Before: MICHAEL J. KELLY, P.J., and HOLBROOK, JR., and MURPHY, JJ.
AFTER REMAND
PER CURIAM.
This case is again before this Court following our remand to the trial court. This case involves the public roadways exception to governmental immunity, MCL 691.1402; MSA 3.996(102). The relevant facts are contained in our prior opinion, Zwolinski v Dep't of Transportation, 205 Mich App 532; 517 NW2d 852 (1994). Previously, we found it necessary to remand this matter, as follows:
Accordingly, it is necessary to remand this matter to the trial court to make detailed findings of fact and conclusions of law concerning the design and construction of the roadway. In particular, the trial court is instructed to expand upon and clarify the language in its written opinion that "according to expert testimony, the design and construction of the intersection was unsafe as compared with similar intersections, and that safer and more reasonable construction and installations were available." [Id., at 538.]
On remand, the trial court expanded upon its findings. The court found that defendant's failure *498 to install a guardrail at the intersection "was the proximate cause of plaintiffs' injuries." The trial court found that a guardrail was necessary because of the steep slope of the embankment adjoining the roadway and the presence of a nonflared culvert that ran underneath the intersecting side road, parallel to the main road. The trial court relied on Hutchinson v Allegan Co Bd of Rd Comm'rs (On Remand), 192 Mich App 472, 479; 481 NW2d 807 (1992), in support of its conclusion that defendant may be held liable for the failure to install a guardrail.
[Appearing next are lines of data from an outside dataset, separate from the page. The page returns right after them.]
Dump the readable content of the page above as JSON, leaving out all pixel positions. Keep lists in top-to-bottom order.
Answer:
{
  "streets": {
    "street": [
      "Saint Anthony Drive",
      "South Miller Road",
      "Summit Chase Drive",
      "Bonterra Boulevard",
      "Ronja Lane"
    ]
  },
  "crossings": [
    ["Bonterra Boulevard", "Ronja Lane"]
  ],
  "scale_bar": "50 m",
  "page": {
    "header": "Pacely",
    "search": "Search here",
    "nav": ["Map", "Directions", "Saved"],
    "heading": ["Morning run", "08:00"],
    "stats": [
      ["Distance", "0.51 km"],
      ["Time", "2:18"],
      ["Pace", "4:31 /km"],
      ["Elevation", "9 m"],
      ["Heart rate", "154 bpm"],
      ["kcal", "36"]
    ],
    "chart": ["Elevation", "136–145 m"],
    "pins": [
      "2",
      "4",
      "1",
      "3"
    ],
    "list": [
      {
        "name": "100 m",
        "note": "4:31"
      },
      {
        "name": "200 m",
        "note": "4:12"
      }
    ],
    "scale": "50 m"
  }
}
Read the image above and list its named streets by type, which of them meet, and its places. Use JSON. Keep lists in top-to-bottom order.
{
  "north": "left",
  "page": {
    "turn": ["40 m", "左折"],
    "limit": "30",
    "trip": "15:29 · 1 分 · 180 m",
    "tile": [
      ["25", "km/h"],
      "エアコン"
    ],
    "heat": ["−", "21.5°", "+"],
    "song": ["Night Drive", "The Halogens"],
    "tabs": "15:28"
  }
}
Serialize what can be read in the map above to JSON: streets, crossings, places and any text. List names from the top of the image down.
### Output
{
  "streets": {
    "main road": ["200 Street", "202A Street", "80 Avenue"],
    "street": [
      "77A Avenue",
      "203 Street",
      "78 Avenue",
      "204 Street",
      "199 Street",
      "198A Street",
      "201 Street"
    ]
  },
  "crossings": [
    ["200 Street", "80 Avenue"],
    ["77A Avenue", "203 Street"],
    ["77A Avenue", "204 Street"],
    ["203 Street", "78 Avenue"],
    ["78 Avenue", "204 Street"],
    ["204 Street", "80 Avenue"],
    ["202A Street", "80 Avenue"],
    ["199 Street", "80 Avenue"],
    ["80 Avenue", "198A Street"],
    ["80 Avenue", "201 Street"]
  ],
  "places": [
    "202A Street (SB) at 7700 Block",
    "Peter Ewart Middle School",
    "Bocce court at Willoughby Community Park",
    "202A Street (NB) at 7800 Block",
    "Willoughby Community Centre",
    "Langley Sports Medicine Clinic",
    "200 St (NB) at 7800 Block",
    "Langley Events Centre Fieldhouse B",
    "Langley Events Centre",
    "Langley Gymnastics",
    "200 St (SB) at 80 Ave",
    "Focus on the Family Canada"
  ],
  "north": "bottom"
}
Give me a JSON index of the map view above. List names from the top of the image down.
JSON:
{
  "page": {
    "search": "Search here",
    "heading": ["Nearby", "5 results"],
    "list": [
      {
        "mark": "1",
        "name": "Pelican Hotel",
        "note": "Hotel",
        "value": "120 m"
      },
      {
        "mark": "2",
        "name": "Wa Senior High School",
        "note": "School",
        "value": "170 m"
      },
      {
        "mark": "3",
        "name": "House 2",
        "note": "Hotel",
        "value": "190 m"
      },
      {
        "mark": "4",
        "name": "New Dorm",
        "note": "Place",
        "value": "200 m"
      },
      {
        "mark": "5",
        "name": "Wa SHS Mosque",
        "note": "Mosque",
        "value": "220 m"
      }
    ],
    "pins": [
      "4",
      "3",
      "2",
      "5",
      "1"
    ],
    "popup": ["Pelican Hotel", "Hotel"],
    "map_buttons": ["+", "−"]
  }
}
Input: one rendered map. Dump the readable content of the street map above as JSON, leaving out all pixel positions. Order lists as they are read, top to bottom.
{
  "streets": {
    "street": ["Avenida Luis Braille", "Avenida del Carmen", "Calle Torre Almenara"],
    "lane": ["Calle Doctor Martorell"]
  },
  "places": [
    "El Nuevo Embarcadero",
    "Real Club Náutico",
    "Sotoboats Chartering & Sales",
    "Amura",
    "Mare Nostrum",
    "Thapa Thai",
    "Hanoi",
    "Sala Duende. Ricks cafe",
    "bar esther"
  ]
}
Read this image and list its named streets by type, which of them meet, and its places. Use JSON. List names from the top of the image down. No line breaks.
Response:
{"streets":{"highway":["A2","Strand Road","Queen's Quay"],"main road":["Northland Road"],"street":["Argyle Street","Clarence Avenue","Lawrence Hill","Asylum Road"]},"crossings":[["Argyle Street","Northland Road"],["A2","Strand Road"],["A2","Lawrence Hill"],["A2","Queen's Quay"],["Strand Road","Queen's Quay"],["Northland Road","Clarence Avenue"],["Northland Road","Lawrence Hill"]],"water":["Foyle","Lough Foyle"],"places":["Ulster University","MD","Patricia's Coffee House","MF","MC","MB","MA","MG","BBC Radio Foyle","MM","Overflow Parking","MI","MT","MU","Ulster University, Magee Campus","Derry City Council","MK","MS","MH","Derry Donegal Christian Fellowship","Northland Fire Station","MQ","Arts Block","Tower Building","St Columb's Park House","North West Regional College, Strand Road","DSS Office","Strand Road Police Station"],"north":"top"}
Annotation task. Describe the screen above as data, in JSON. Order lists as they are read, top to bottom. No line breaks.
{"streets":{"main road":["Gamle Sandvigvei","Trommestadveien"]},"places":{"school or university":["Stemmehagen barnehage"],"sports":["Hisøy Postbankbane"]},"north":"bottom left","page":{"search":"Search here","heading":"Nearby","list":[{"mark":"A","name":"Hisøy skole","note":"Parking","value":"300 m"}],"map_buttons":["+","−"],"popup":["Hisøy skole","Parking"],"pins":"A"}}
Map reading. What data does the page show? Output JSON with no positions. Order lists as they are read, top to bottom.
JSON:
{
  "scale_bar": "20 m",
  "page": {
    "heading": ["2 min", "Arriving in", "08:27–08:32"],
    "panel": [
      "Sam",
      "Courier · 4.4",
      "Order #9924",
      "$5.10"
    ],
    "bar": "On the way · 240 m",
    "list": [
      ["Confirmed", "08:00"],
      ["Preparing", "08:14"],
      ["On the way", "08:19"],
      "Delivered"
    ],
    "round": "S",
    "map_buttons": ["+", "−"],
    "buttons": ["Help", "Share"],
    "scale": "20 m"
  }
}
We also had relied upon Hutchinson in our earlier opinion for the proposition that "while liability may not be premised solely upon features located outside that portion of the roadway designed for public vehicular travel (such as the culvert and embankment in this case), the factfinder may consider those features when determining whether there is a duty to install a guardrail so as to make the road reasonably safe for travel." Zwolinski, supra at 537. Previously, we distinguished the case of Chaney v Dep't of Transportation, 198 Mich App 728; 499 NW2d 29 (1993), and found that Hutchinson was prior controlling authority under Administrative Order No. 1994-4.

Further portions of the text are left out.